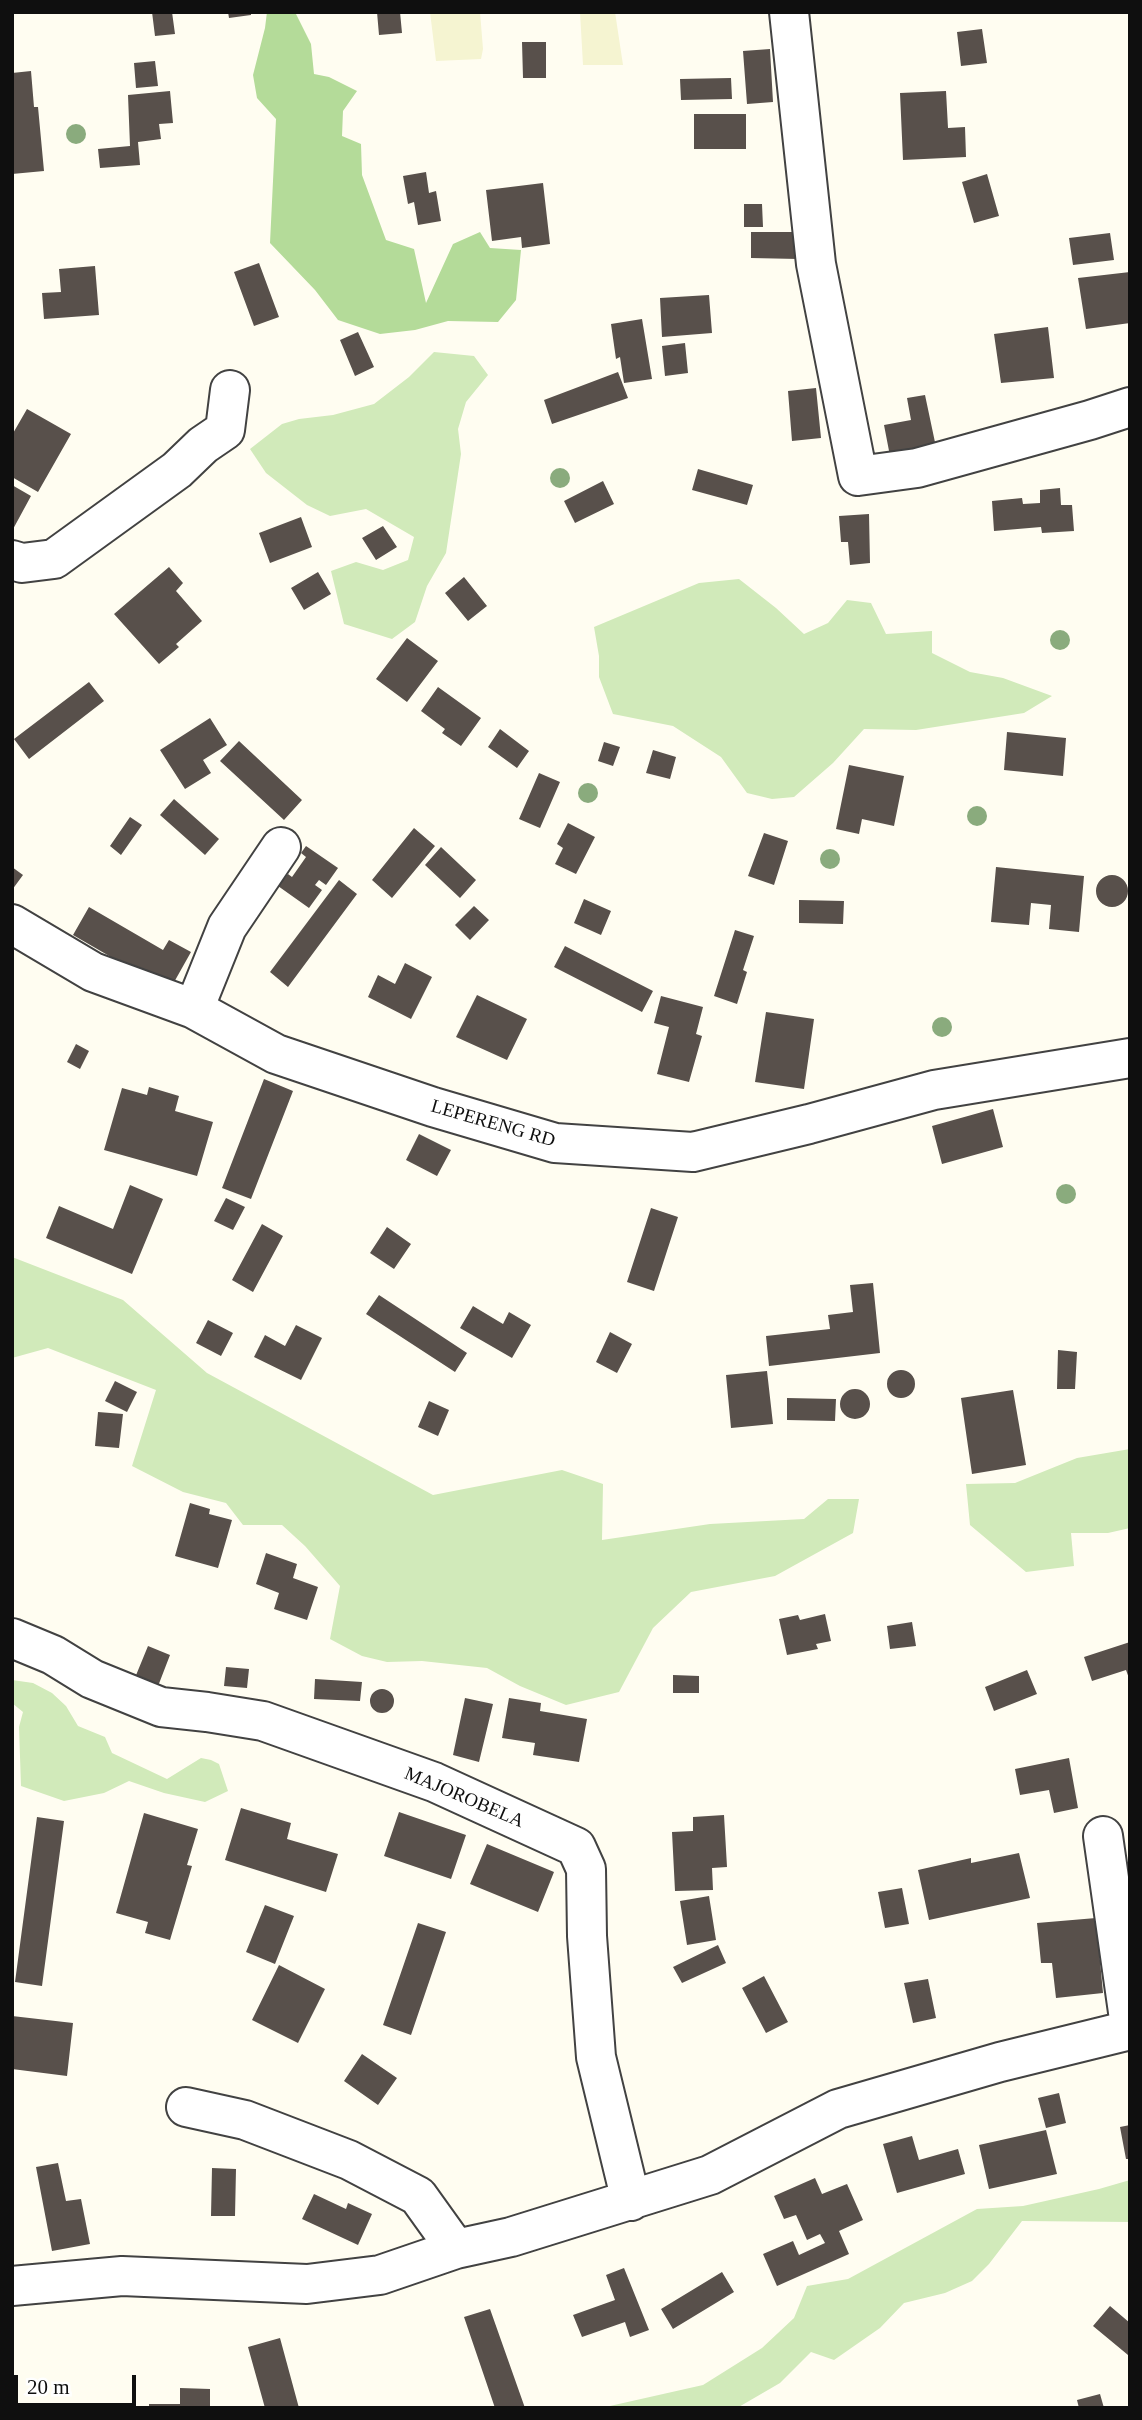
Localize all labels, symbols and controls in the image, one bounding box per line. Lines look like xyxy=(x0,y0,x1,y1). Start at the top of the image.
street label: LEPERENG RD xyxy=(428,1095,558,1153)
street label: MAJOROBELA xyxy=(401,1763,527,1833)
scale bar xyxy=(18,2360,140,2404)
text: 20 m xyxy=(27,2375,70,2399)

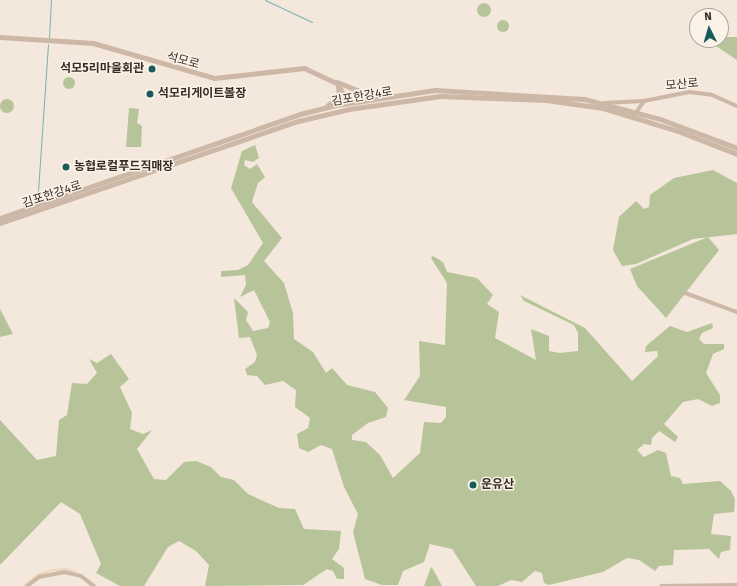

════

[What needs to be done]: Exact copy, no pictures: reproduce every record as it stands.

[Exercise result]:
Localize all labels, symbols and controls in the image, one bounding box per line. Lines look like xyxy=(x0,y0,x1,y1). Start at the top of the image.
street label: LEPERENG RD xyxy=(428,1095,558,1153)
street label: MAJOROBELA xyxy=(401,1763,527,1833)
scale bar xyxy=(18,2360,140,2404)
text: 20 m xyxy=(27,2375,70,2399)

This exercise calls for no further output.